Provide a list of length B. Each element is a dict with:

  • “class_id”: Tensor[int64] of shape (N_i,) with class indices in [0, num_classes-1].

  • “box”: Tensor[float32] of shape (N_i, 4) with normalized boxes in (cx, cy, w, h) format, values in [0, 1] relative to the input image size (after any resize/pad).

Important

Boxes must be center-x, center-y, width, height in [0,1]. If your dataset is in pixels and/or xyxy, convert before passing targets.

Returns

Evaluation / Inference (`aux_loss=False`)

  • pred_logits: (B, num_queries, num_classes + 1) - raw class scores; the last channel is “no-object”.

  • pred_boxes: (B, num_queries, 4) - normalized (cx, cy, w, h) in [0,1].

Training / Aux mode (`aux_loss=True`)

  • A list: intermediate decoder outputs followed by the final output. Each element is a tuple: (pred_logits_l, pred_boxes_l) with the same shapes as above.

Loss & Matching

Training uses Hungarian matching between predictions and ground-truth objects with the following costs:

  • Classification (CE) with “no-object” eos_coef (e.g., 0.1).

  • L1 box loss (weight = bbox_loss_coef, default 5.0).

  • Generalized IoU loss (weight = giou_loss_coef, default 2.0).

The total DETR loss is the weighted sum over matched pairs; unmatched queries are trained toward “no-object”.

Details

  • Backbone projection: a 1x1 conv maps backbone channels to d_model before flattening.

  • Positional encoding: sine-cosine 2D encoding with num_pos_feats = d_model // 2; shape (B, d_model, H, W).

  • Queries: learnable embeddings of shape (num_queries, d_model).

  • Decoder outputs: each query yields one class distribution and one box.

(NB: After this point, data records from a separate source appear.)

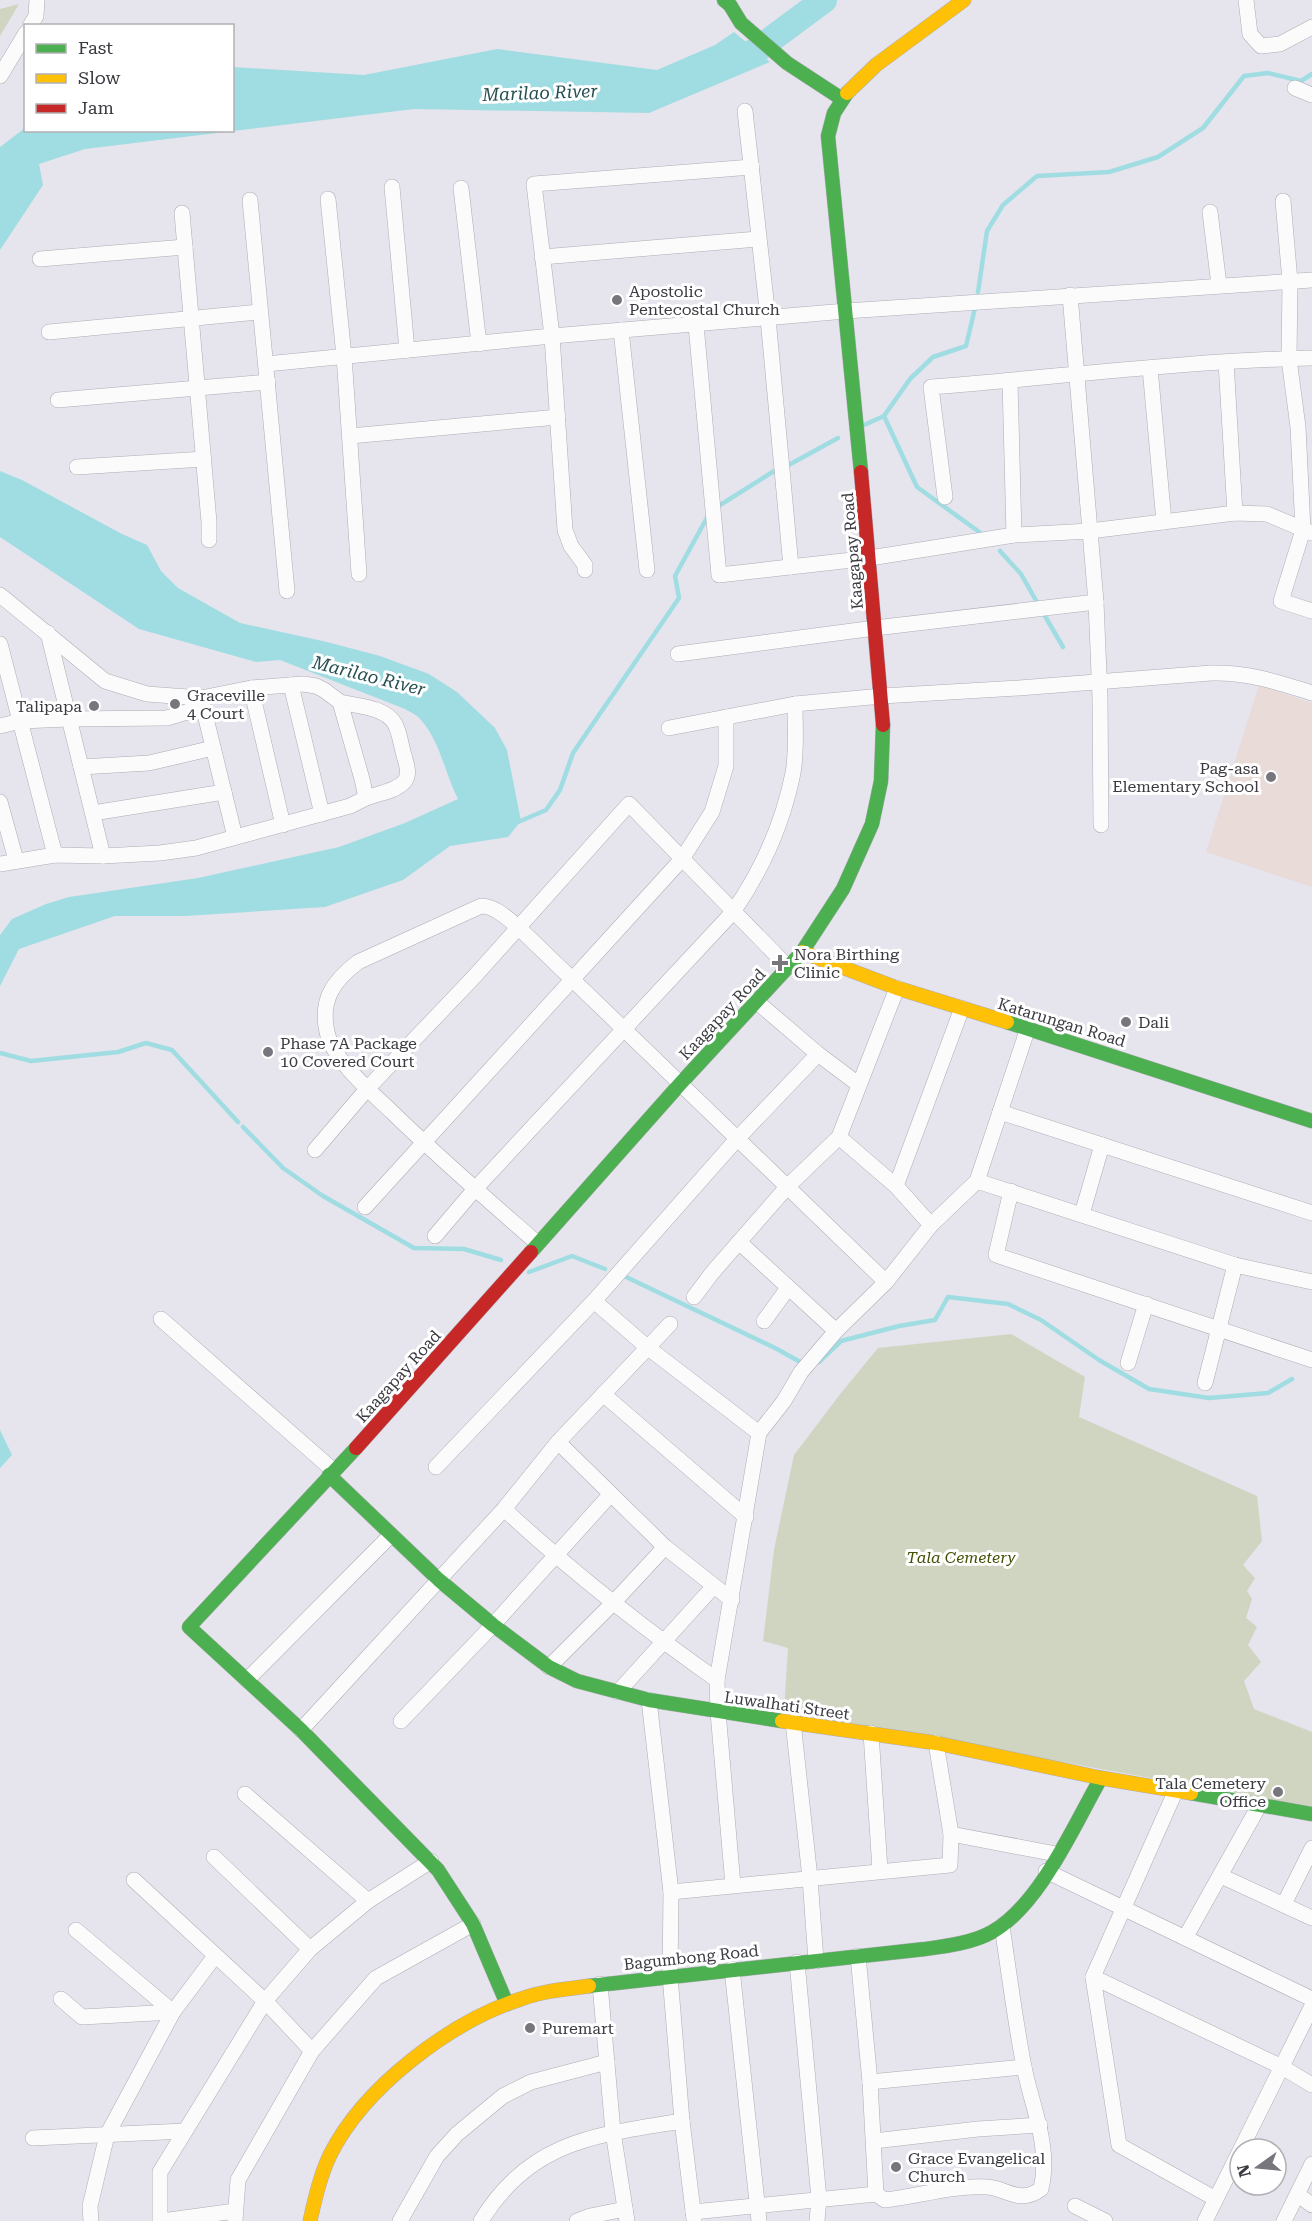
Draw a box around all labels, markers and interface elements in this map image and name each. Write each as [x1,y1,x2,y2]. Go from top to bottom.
legend [24,24,234,132]
text: Fast [78,37,113,58]
text: Slow [78,67,120,88]
water label: Marilao River [481,80,599,105]
text: Jam [78,97,114,118]
place label: Apostolic Pentecostal Church [629,282,780,319]
marker: Apostolic Pentecostal Church [610,293,624,307]
street label: Kaagapay Road [838,492,867,610]
water label: Marilao River [309,651,428,700]
place label: Graceville 4 Court [187,686,265,723]
place label: Talipapa [16,697,82,716]
marker: Graceville 4 Court [168,697,182,711]
marker: Talipapa [87,699,101,713]
place label: Pag-asa Elementary School [1112,759,1259,796]
marker: Pag-asa Elementary School [1264,770,1278,784]
place label: Nora Birthing Clinic [794,945,900,982]
marker: Nora Birthing Clinic [771,954,789,972]
street label: Kaagapay Road [675,965,769,1064]
street label: Katarungan Road [996,994,1128,1051]
place label: Dali [1138,1013,1169,1032]
marker: Dali [1119,1015,1133,1029]
place label: Phase 7A Package 10 Covered Court [280,1034,417,1071]
marker: Phase 7A Package 10 Covered Court [261,1045,275,1059]
street label: Kaagapay Road [352,1326,445,1426]
park label: Tala Cemetery [907,1548,1016,1567]
street label: Luwalhati Street [723,1687,851,1724]
place label: Tala Cemetery Office [1155,1774,1267,1811]
marker: Tala Cemetery Office [1271,1785,1285,1799]
street label: Bagumbong Road [623,1941,759,1974]
place label: Puremart [542,2019,614,2038]
marker: Puremart [523,2021,537,2035]
north arrow [1228,2137,1288,2197]
place label: Grace Evangelical Church [908,2149,1045,2186]
marker: Grace Evangelical Church [889,2160,903,2174]
text: N [1233,2162,1255,2179]

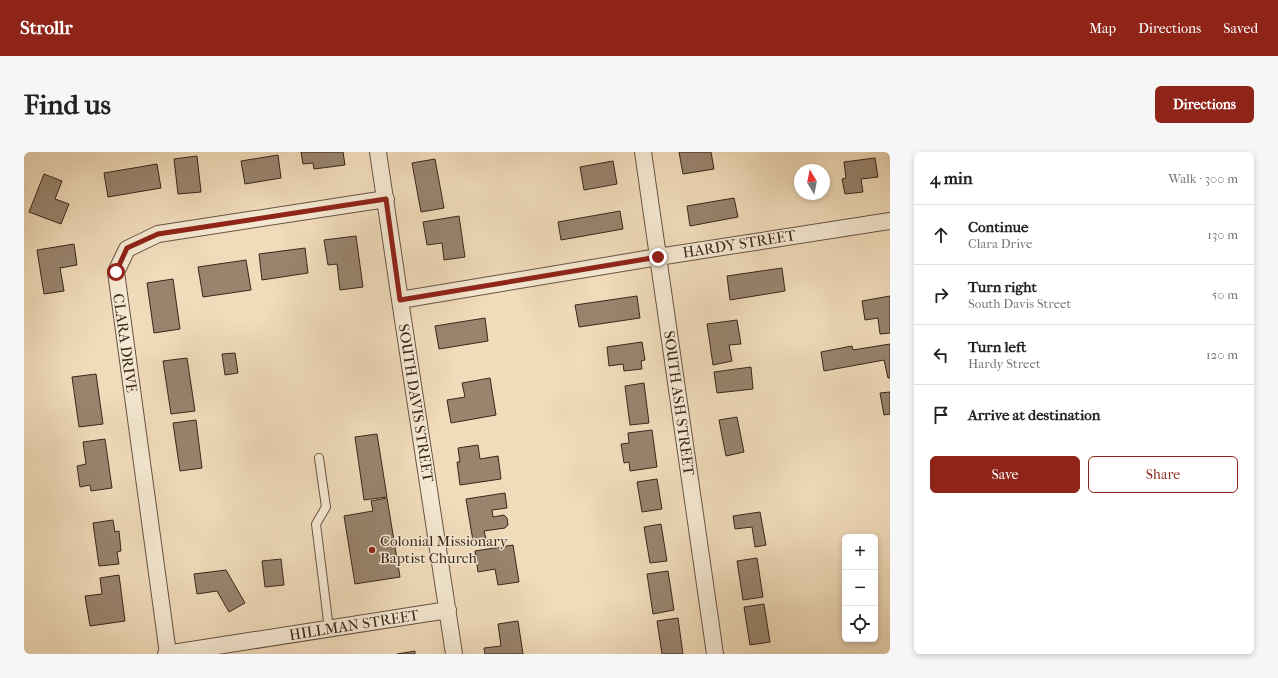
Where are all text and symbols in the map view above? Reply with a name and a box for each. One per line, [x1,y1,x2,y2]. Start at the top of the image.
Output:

  • Auxiliary losses: if enabled, identical heads are applied to intermediate decoder layers (deep supervision).

Methods

DETR.forward(x: Tensor, mask: Tensor | None = None) tuple[Tensor, Tensor] | list[tuple[Tensor, Tensor]]
DETR.predict(x: Tensor, k: int = 100) list[list[DetectionDict]]
DETR.get_loss(x: Tensor, targets: Sequence[dict[str, Tensor]], mask: Tensor | None = None) Tensor

Examples

Forward (inference)

import lucid
from lucid.models import detr_r50

model = detr_r50(pretrained_backbone=True, num_classes=91, num_queries=100, aux_loss=False).eval()
x = lucid.random.randn(1, 3, 800, 800)
logits, boxes = model(x)  # (1, 100, 92), (1, 100, 4)
probs = lucid.softmax(logits, axis=-1)[..., :-1]   # drop no-object
scores = probs.max(axis=-1)                        # (1, 100)

Targets format

# Single image example (B=1) with two objects
target = {
    "class_id": lucid.tensor([5, 17], dtype=lucid.Int64),
    "box": lucid.tensor([[0.52, 0.44, 0.20, 0.25],
                         [0.28, 0.70, 0.15, 0.10]], dtype=lucid.Float32)
}
targets = [target]

Training step (sketch)

model.train()

# Example loss call
loss = model.get_loss(x, targets)

Note

  • No NMS: DETR does not require non-maximum suppression at inference time.

  • num_queries: controls the maximum number of detections per image (default 100).

  • Input size: commonly short side ~ 800, long side \(\le\) 1312, padded to /32. The model supports arbitrary sizes.